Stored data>
======
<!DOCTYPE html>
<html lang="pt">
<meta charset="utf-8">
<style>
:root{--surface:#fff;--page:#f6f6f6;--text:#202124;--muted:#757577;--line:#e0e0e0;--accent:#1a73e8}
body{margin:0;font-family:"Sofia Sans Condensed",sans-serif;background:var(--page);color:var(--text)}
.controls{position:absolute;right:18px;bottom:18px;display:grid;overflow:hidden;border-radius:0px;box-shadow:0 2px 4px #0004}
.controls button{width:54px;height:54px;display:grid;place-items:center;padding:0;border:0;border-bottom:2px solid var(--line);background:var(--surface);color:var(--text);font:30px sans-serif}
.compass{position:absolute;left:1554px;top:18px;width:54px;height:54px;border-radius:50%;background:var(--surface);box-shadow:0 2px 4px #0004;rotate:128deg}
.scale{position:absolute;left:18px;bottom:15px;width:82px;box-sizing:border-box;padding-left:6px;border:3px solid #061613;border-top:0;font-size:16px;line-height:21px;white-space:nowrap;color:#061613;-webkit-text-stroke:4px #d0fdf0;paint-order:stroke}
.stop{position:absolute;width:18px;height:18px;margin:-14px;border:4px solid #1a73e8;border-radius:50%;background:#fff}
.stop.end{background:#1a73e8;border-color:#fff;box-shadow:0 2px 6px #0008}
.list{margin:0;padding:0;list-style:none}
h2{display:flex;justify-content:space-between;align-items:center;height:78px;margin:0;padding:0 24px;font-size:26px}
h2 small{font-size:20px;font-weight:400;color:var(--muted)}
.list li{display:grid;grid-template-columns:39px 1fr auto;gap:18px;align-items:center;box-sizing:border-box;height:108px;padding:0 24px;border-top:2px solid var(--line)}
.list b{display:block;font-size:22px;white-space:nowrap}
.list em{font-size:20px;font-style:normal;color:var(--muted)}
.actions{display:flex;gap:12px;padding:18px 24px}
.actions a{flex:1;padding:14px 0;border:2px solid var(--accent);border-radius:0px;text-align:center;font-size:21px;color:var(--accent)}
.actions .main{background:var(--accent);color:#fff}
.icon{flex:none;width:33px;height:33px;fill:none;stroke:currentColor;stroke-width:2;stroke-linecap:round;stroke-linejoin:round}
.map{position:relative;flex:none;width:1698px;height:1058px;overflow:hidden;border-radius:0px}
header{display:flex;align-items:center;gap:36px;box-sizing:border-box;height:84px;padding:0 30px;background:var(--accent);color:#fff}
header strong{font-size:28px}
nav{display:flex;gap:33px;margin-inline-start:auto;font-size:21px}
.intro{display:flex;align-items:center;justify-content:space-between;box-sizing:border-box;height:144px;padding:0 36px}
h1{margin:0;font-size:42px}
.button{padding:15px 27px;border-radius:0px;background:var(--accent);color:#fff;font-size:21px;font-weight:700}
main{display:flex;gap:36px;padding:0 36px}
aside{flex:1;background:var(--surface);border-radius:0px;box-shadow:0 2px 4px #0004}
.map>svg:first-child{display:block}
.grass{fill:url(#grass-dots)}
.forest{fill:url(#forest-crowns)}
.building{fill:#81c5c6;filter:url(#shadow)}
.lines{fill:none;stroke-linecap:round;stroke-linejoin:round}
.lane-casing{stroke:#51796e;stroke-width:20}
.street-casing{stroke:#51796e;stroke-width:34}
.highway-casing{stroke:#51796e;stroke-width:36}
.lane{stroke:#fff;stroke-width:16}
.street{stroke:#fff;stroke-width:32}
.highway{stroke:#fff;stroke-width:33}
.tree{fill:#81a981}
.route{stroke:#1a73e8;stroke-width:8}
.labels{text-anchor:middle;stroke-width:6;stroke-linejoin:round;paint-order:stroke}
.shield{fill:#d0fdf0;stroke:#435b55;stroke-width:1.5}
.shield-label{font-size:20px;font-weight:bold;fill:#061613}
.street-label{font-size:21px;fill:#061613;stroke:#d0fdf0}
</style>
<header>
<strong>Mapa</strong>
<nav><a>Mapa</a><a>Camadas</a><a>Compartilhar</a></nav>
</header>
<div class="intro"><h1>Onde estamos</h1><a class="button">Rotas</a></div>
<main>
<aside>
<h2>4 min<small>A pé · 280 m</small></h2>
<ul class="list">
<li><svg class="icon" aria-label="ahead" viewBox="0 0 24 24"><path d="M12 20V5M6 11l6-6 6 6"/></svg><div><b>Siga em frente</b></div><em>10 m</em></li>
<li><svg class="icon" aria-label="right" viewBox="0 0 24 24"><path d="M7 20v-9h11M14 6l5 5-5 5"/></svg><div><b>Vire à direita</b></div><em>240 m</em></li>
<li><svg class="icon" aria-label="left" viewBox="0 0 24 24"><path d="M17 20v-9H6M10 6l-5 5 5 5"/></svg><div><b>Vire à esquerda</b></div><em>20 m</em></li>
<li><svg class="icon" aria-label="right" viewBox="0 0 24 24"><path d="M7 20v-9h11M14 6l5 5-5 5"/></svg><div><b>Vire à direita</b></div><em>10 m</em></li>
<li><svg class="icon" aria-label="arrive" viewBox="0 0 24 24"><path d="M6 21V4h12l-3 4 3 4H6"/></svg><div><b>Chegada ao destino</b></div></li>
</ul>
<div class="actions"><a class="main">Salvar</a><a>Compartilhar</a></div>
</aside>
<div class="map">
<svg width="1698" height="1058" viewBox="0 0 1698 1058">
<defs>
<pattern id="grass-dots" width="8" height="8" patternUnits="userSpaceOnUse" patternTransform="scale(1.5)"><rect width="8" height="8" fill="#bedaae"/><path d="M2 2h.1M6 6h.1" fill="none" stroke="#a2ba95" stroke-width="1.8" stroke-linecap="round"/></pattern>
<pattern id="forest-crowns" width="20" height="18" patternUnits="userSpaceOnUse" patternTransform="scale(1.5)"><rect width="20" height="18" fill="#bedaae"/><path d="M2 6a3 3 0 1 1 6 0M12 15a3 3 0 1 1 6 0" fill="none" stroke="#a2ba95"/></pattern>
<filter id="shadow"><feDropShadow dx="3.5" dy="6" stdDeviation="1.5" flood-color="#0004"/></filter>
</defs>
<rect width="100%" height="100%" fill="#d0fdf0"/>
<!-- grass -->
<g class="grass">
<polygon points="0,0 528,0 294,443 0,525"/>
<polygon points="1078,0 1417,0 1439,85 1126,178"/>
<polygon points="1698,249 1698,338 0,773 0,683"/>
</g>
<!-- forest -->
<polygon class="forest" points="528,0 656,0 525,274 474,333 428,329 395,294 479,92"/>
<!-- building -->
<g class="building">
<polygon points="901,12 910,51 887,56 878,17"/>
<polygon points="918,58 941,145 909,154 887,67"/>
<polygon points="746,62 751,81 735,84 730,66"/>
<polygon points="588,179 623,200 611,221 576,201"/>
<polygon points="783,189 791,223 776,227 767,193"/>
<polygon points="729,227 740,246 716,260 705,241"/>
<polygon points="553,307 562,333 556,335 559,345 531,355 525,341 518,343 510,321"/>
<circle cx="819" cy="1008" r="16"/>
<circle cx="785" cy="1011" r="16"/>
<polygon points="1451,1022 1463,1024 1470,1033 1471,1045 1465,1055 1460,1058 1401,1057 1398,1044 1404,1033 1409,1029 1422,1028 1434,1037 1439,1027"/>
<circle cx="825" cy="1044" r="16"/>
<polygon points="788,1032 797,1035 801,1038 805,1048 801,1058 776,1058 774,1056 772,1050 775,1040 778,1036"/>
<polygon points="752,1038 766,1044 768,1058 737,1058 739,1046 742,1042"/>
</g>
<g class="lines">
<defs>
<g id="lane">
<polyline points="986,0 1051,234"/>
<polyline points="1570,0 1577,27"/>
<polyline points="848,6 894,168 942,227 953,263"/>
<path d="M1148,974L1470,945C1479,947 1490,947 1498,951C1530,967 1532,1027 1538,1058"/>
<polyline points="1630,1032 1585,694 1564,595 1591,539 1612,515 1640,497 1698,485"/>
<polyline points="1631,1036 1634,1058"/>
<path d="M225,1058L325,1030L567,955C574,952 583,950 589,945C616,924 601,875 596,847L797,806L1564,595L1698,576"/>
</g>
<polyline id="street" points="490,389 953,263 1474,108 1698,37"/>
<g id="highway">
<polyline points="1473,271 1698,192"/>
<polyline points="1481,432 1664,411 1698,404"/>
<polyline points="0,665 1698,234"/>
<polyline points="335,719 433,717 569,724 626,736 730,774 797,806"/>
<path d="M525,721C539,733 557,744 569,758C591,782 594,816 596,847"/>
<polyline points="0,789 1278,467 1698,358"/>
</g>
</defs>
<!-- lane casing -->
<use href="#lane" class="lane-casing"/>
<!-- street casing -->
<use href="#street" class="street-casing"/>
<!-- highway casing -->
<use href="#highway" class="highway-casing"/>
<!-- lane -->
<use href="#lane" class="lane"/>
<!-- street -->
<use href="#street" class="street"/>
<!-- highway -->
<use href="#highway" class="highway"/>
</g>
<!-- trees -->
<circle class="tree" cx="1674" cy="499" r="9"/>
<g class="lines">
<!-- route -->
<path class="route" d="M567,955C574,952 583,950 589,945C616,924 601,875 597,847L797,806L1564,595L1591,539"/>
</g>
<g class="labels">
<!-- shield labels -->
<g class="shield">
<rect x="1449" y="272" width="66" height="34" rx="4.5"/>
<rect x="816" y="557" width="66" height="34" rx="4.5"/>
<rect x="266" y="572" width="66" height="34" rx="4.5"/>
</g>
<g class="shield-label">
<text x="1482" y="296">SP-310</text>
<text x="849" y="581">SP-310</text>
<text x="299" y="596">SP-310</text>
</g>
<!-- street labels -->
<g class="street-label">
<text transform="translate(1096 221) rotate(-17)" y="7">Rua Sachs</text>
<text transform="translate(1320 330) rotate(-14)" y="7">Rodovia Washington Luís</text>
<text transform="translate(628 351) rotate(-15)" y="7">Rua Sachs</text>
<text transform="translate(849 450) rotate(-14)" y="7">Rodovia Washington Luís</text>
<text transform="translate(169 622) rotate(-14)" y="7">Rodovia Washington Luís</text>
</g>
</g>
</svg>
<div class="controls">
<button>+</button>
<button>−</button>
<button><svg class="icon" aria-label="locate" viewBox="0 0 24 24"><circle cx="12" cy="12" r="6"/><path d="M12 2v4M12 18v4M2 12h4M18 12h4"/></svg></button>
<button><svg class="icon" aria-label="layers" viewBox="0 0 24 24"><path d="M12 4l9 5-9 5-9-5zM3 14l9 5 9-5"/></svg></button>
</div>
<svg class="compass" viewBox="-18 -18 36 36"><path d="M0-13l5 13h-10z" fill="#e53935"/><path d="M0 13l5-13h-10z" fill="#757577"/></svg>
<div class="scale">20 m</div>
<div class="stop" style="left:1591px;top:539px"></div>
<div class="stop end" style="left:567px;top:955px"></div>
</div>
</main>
======
REQUIRED ACTION>
Please return, exactly as written, the line containing "<!-- highway -->" and every line after it through the end of the records above, and nothing else.

SOLUTION TO THIS EXERCISE>
<!-- highway -->
<use href="#highway" class="highway"/>
</g>
<!-- trees -->
<circle class="tree" cx="1674" cy="499" r="9"/>
<g class="lines">
<!-- route -->
<path class="route" d="M567,955C574,952 583,950 589,945C616,924 601,875 597,847L797,806L1564,595L1591,539"/>
</g>
<g class="labels">
<!-- shield labels -->
<g class="shield">
<rect x="1449" y="272" width="66" height="34" rx="4.5"/>
<rect x="816" y="557" width="66" height="34" rx="4.5"/>
<rect x="266" y="572" width="66" height="34" rx="4.5"/>
</g>
<g class="shield-label">
<text x="1482" y="296">SP-310</text>
<text x="849" y="581">SP-310</text>
<text x="299" y="596">SP-310</text>
</g>
<!-- street labels -->
<g class="street-label">
<text transform="translate(1096 221) rotate(-17)" y="7">Rua Sachs</text>
<text transform="translate(1320 330) rotate(-14)" y="7">Rodovia Washington Luís</text>
<text transform="translate(628 351) rotate(-15)" y="7">Rua Sachs</text>
<text transform="translate(849 450) rotate(-14)" y="7">Rodovia Washington Luís</text>
<text transform="translate(169 622) rotate(-14)" y="7">Rodovia Washington Luís</text>
</g>
</g>
</svg>
<div class="controls">
<button>+</button>
<button>−</button>
<button><svg class="icon" aria-label="locate" viewBox="0 0 24 24"><circle cx="12" cy="12" r="6"/><path d="M12 2v4M12 18v4M2 12h4M18 12h4"/></svg></button>
<button><svg class="icon" aria-label="layers" viewBox="0 0 24 24"><path d="M12 4l9 5-9 5-9-5zM3 14l9 5 9-5"/></svg></button>
</div>
<svg class="compass" viewBox="-18 -18 36 36"><path d="M0-13l5 13h-10z" fill="#e53935"/><path d="M0 13l5-13h-10z" fill="#757577"/></svg>
<div class="scale">20 m</div>
<div class="stop" style="left:1591px;top:539px"></div>
<div class="stop end" style="left:567px;top:955px"></div>
</div>
</main>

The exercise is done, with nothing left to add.